- Directed by: Kumar Govind
- Written by: Kumar Govind
- Produced by: Kumar Govind
- Starring: Rajvardhan; Kumar Govind; Thamanna; Bhakthi; Divya Gowda;
- Cinematography: A C Mahendar
- Edited by: Harish G
- Music by: M Fazil
- Production company: Kumar Govind Films
- Release date: 14 March 2015;
- Country: India
- Language: Kannada

= Master Mind (2015 film) =

2015 Indian film in Kannada language

Master Mind is a 2015 Indian Kannada-language film written, produced, and directed by Kumar Govind. The film stars Rajvardhan, Kumar Govind, Thamanna Pasha, Divya Gowda, and Bhakthi. The film is inspired by the Korean film Oldboy (2003).

== Cast ==
- Rajvardhan as Raj
- Kumar Govind as Mahesh
- Thamanna Pasha as Seema
- Divya Gowda as Madhu
- Bhakthi as Anu
- Bullet Prakash

==Production==
The film marked the return of Thamanna Pasha, who previously acted in Swayam Krushi (2011).
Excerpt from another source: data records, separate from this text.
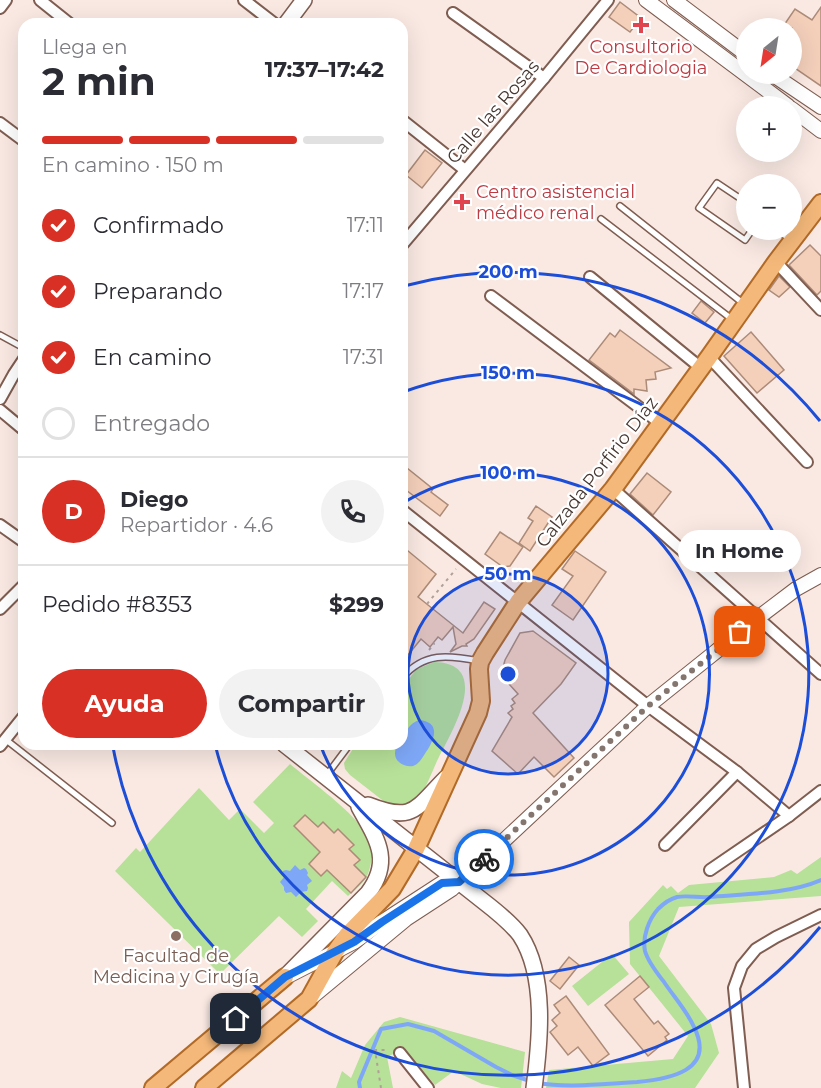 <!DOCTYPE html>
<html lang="es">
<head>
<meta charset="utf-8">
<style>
  :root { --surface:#fff; --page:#f2f2f3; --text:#2b2b33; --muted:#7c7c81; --line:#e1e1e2; --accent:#d93025 }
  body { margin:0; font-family:Montserrat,sans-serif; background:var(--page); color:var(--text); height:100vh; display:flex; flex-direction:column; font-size:22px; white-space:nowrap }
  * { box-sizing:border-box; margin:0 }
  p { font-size:20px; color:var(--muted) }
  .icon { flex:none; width:33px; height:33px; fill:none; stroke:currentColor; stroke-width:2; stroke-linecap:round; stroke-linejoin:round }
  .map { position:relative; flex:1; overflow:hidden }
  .drawer { position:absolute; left:18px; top:18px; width:390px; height:732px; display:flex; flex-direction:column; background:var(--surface); border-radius:18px; box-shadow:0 6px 24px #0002 }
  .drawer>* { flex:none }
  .needle { width:39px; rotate:210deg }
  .fabs { position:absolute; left:736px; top:18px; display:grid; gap:12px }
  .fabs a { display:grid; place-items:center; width:66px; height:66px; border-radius:50%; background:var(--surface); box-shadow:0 6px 24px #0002; font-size:30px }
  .pin { position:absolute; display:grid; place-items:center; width:51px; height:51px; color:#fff; margin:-26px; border-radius:12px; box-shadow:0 3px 9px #0006 }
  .courier { position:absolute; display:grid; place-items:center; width:60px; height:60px; margin:-30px; border:4px solid #1a73e8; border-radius:50%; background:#fff; color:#222; box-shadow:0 2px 8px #0007 }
  .bubble { position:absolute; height:42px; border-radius:21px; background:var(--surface); box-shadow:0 6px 24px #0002; font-size:20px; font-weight:700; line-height:42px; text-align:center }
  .head em { font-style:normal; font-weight:700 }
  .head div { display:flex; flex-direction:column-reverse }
  .head { display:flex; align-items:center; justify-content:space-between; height:102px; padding:0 24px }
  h1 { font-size:39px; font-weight:700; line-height:45px }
  .bar { display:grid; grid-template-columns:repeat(4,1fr); gap:9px 6px; align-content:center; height:72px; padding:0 24px }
  .bar i { height:8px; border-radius:4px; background:var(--line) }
  .bar .on { background:var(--accent) }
  .bar p { grid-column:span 4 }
  .line { display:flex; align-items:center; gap:15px; padding:0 24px; border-top:2px solid var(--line) }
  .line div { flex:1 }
  .round { display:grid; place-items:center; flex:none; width:63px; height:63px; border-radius:32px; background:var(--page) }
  ol { padding:0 24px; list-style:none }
  li { display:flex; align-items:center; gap:18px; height:66px }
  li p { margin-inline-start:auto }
  li .icon { padding:6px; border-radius:50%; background:var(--accent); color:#fff; stroke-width:4 }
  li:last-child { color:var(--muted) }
  li i { width:33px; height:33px; border:3px solid var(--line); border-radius:50% }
  .primary-button { display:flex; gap:12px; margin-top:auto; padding:12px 24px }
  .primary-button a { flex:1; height:69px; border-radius:36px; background:var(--accent); color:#fff; font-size:24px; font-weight:700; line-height:69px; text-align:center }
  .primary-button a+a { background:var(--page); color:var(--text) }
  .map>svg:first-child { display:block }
  .green { fill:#b7e098 }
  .water { fill:#7ea8f7 }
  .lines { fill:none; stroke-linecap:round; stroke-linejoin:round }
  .stream { stroke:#7ea8f7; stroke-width:4 }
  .building { fill:#f4d0bb; stroke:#ac8b78; stroke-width:1.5 }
  .service-casing { stroke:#7f5d51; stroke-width:8 }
  .minor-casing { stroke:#7f5d51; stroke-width:14 }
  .tertiary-casing { stroke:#7f5d51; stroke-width:16 }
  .secondary-casing { stroke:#7f5d51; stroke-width:18 }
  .primary-casing { stroke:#b26b27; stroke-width:20 }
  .path { stroke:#b0a09a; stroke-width:2; stroke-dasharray:3 4.5; stroke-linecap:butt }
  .service { stroke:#fff; stroke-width:5 }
  .minor { stroke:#fff; stroke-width:10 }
  .tertiary { stroke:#fff; stroke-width:14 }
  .secondary { stroke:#fff; stroke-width:15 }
  .primary { stroke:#f4b87a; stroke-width:16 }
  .done { stroke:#85756f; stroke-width:6; stroke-dasharray:0 10.8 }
  .route { stroke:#1a73e8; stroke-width:8 }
  .ring { fill:none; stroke:#1d4ed8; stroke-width:3 }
  .health-dot { fill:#e0444e; stroke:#fff; stroke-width:2 }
  .education-dot { fill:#8d6e63; stroke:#fff; stroke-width:2 }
  .labels { text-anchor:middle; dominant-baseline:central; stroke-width:4.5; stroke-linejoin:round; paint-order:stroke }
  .health-label { font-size:18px; fill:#be3a42; stroke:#fff }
  .street-label { font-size:18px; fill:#463630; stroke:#fff }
  .education-label { font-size:18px; fill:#785e54; stroke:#fff }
  .centre { fill:#1d4ed8; stroke:#fff; stroke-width:3 }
  .ring-label { font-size:18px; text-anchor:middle; font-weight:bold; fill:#1d4ed8; stroke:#fff; stroke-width:4.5; stroke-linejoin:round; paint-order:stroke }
</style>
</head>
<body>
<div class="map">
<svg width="821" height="1088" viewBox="0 0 821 1088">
  <rect width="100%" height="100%" fill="#fae9e3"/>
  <g class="green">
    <path d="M434 662C494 663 451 733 438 759 433 769 426 789 419 797 415 801 408 805 403 808L386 803 350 775 345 769 344 763 356 744H402V687L417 669Z"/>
    <path d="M290 764C310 781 366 820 371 844 373 853 371 868 367 876 363 884 354 890 348 896L332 881 306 909 318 921 302 937 279 916 220 974 115 871 136 848 140 852 199 788 229 820 240 809 264 833 274 823 253 802Z"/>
    <polygon points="821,857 821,896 679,907 659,956 711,1024 719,1053 695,1088 546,1088 549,1070 673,1059 688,1036 630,964 629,922 663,885 667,889 671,886 678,893 689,885 774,877 791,870 797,874"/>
    <polygon points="612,954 629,974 588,1006 572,986"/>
    <polygon points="400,1017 525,1052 521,1088 501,1088 482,1084 454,1071 435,1085 404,1049 387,1057 393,1088 336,1088 342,1071 351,1078 365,1045 384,1022"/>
  </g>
  <g class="water">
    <path d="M419 720C441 722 435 739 426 752 423 757 419 764 413 766 408 767 402 765 399 762 393 757 395 750 397 744H402C402 734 410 723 419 720Z"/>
    <polygon points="295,865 300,870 304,868 306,869 308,873 307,875 312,881 307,885 308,888 307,891 301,892 296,897 291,892 286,893 284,890 284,887 280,882 284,877 283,874 283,871 286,870 290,871"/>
  </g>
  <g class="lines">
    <g class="stream">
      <path d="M538 1083C565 1088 609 1084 637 1082 669 1079 716 1071 694 1027 687 1011 674 997 664 982 657 973 648 962 645 951 642 937 649 919 658 909 664 903 670 899 677 897 688 895 699 898 709 897 745 894 789 894 821 880"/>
      <polyline points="360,1088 359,1082 381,1029 408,1024 434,1031 496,1067 512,1075 530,1081"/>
    </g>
  </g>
  <g class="building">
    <polygon points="620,2 641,18 630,32 609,17"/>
    <polygon points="821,7 821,86 792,66 792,28 782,28 795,9 812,20"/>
    <polygon points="425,150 442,163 422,188 406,175"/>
    <polygon points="810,245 821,256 821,291 817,295 789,265"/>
    <polygon points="779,276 790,287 779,297 769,290"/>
    <polygon points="701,301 714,312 705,323 692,313"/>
    <polygon points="620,330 671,368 655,372 656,379 646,380 647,391 634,389 634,394 589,360 610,333 615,337"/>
    <polygon points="751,332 784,370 757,393 724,356"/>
    <polygon points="402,464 433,489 431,492 448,505 440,516 402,487"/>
    <polygon points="647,473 671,492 653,515 630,494"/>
    <polygon points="536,506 552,517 530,551 519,543 533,521 528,518"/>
    <polygon points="500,532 523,547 510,566 503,567 485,554"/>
    <polygon points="402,546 436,574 418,597 463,633 484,602 495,609 474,639 466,644 467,646 462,646 450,652 456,644 453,627 442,640 438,637 430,647 421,639 408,655 402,651"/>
    <polygon points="575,551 606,572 573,620 552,605 573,576 562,569"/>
    <polygon points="533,631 576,663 561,684 533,713 574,758 554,777 534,757 518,774 492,751 512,717 508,713 513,709 511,706 515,703 512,699 518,694 501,675 505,660 520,633"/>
    <polygon points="305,815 318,827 323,822 334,833 338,829 354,845 349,849 360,860 354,865 366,877 351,893 327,870 321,876 309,864 320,852 294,826"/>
    <polygon points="569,957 579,965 560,989 550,981"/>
    <polygon points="640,976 649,987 634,999 654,1024 658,1021 669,1034 665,1037 667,1040 648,1056 605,1005"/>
    <polygon points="566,996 609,1054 593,1066 578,1047 568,1055 550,1032 557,1026 552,1020 560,1013 554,1005"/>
  </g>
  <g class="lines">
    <g class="service-casing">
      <g id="service">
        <polyline points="747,203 717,183 699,208 745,240 752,230"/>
        <polyline points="620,206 744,304"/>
        <polyline points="601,219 733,320"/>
        <polyline points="776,230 791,239"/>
        <polyline points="0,335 24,348"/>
        <path d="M402 678C424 652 448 655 479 661"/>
        <polyline points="5,739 112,823"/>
        <polyline points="326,776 350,744"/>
      </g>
    </g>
    <g class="minor-casing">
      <g id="minor">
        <polyline points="40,0 70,24"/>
        <polyline points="244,0 275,24"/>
        <polyline points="0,8 6,0"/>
        <polyline points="453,13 544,78"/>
        <polyline points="402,120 465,170"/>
        <polyline points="0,123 24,141"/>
        <polyline points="402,245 544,78 608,0"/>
        <polyline points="776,262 821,310"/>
        <polyline points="590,277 701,368"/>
        <polyline points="491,296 660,423"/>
        <polyline points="709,357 807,462"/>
        <polyline points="0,399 14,374 24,359"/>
        <polyline points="0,410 24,430"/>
        <polyline points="613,489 821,674"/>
        <polyline points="402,510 648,706 737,772 789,816"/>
        <polyline points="0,525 24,542"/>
        <polyline points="0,609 24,585"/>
        <polyline points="0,746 24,716"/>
        <polyline points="665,845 737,772"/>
        <polyline points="710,870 789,816 821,791"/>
        <polyline points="400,1053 428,1088"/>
        <polyline points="744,1088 734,988 742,966 756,949 776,937 821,915"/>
      </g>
    </g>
    <g class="tertiary-casing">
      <g id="tertiary">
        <polyline points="646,0 788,106"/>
        <polyline points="674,0 747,55"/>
        <polyline points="772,74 821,107"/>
        <polyline points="792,109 821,131"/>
        <polyline points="290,975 354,942 382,922 442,883 459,882"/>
        <polyline points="313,996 406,919 452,889 648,706 759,617 796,589 821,575"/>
      </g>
    </g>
    <g class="secondary-casing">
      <g id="secondary">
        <polyline points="286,24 304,0"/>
        <path d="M284 744 483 901C496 911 510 922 520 935 547 976 540 1042 534 1088"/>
        <path d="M368 805C414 823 415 809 446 778"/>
        <path d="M285 977 368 893C393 860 376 838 359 807"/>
      </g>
    </g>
    <g class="primary-casing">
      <g id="primary">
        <polyline points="153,1088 285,977"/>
        <polyline points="204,1088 309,999 335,952 347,935 392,889 416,849 478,713 481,701 479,669 480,662 485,653 518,602 613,489 709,357 776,262 821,203"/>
      </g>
    </g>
    <g class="path">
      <polyline points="427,604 456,569"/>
      <polyline points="429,650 434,644 433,643"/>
      <polyline points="381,1088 375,1050 388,1050"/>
    </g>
    <use href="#service" class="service"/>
    <use href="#minor" class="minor"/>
    <use href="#tertiary" class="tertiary"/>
    <use href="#secondary" class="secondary"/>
    <use href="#primary" class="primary"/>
  </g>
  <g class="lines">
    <polyline class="done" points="484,859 648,706 740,632"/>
    <polyline class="route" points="236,1019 285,977 354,942 382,922 442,883 459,882 484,859"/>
  </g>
  <circle cx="508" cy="674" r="100" fill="#1d4ed8" fill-opacity=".12"/>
  <g class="ring">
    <circle cx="508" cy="674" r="100"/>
    <path d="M403 503A201 201 0 1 1 320 744"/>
    <path d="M403 392A301 301 0 1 1 215 744"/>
    <path d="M820 927A402 402 0 0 1 113 747M404 286A402 402 0 0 1 820 421"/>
  </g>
  <g class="health-dot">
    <path d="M638 16h6v6h6v6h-6v6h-6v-6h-6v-6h6z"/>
    <path d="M459 193h6v6h6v6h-6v6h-6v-6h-6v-6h6z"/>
  </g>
  <circle class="education-dot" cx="176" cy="936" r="6"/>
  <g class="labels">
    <g class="health-label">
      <text x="641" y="47">Consultorio<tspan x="641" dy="21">De Cardiologia</tspan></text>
      <text x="476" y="192" text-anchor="start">Centro asistencial<tspan x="476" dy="21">médico renal</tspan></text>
    </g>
    <g class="street-label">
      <text transform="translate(493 112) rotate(-49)">Calle las Rosas</text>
      <text transform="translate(597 472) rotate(-52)">Calzada Porfirio Díaz</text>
    </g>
    <g class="education-label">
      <text x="176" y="956">Facultad de<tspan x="176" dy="21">Medicina y Cirugía</tspan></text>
    </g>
  </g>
  <circle cx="508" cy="674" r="9" class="centre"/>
  <g class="ring-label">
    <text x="508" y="278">200 m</text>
    <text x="508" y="379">150 m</text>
    <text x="508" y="479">100 m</text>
    <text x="508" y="580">50 m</text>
  </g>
</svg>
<div class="fabs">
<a><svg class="needle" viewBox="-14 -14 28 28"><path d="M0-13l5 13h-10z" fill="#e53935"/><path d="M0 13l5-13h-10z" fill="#7c7c81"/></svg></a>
<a>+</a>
<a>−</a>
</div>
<div class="pin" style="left:740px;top:632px;background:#ea580c"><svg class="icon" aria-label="bag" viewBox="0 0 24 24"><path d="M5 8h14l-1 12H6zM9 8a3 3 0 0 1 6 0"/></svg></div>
<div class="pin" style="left:236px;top:1019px;background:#1f2937"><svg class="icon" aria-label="home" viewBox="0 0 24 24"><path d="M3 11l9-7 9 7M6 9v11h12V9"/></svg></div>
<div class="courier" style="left:484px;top:859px"><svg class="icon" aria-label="bike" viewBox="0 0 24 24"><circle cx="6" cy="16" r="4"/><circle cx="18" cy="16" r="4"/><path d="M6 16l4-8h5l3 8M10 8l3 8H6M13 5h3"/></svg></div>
<div class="bubble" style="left:678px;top:530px;width:123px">In Home</div>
<section class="drawer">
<div class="head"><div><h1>2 min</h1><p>Llega en</p></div><em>17:37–17:42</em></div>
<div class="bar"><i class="on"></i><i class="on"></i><i class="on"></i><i></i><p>En camino · 150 m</p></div>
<ol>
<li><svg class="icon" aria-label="check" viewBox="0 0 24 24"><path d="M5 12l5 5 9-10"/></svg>Confirmado<p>17:11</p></li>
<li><svg class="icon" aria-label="check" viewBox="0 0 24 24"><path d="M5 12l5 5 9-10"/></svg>Preparando<p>17:17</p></li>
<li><svg class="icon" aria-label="check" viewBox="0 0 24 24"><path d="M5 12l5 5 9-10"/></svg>En camino<p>17:31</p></li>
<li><i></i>Entregado</li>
</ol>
<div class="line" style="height:108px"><b class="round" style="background:var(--accent);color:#fff">D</b><div><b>Diego</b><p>Repartidor · 4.6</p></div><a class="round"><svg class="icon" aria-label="phone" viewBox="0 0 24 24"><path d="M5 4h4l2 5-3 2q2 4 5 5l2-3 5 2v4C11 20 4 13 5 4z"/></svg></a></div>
<div class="line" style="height:78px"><div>Pedido #8353</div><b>$299</b></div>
<div class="primary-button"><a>Ayuda</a><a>Compartir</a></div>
</section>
</div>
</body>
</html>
She plays a taxi driver in the film. The film was shot in Thailand.

==Reception==
GS Kumar of The Times of India  gave the film a rating of 3/5 and wrote "Rajavardhan is impressive as the formidable Raj. Tamanna Pasha’s brilliant portrayal of the taxi driver makes her stand out. Divya Gowda and Kumar Govind play their parts with ease. Music by M Fazil is average". Shyam Prasad S of Bangalore Mirror  gave the film a rating of 1/5 and wrote "Apart from Raj Vardhan’s unappetising performance, Tamanna’s Kannada, which gives Pooja Gandhi a run for her money, has to be endured. Only ‘Bullet ‘Prakash manages to act in the entire film". Sify.com wrote "M Fazil seems to have scored the film for the heck of it, nothing special about it. Unfortunately there is not even a single element that can draw audience to theatres! The movie is a total waste of time and can be avoided even if it is played on TV, in near future!" SV from  Deccan Herald wrote "Suffice to say Master Mind may not be masterly but much, much better than the weekly tripe dished out at theatres". A Sharadhaa from  The New Indian Express wrote "Master Mind fails on several counts and mostly it fails the audience and their faith in the actor-director who had the courage to introduce a new face — Raj Vardhan — in an otherwise big-budget film. This turned to be a poor choice as the actor cannot act, run, dance, deliver dialogues and  nor does he have the ability to emote. The film’s tagline - "The Game of Death", is ominous as it alludes to its own death knell at the box office".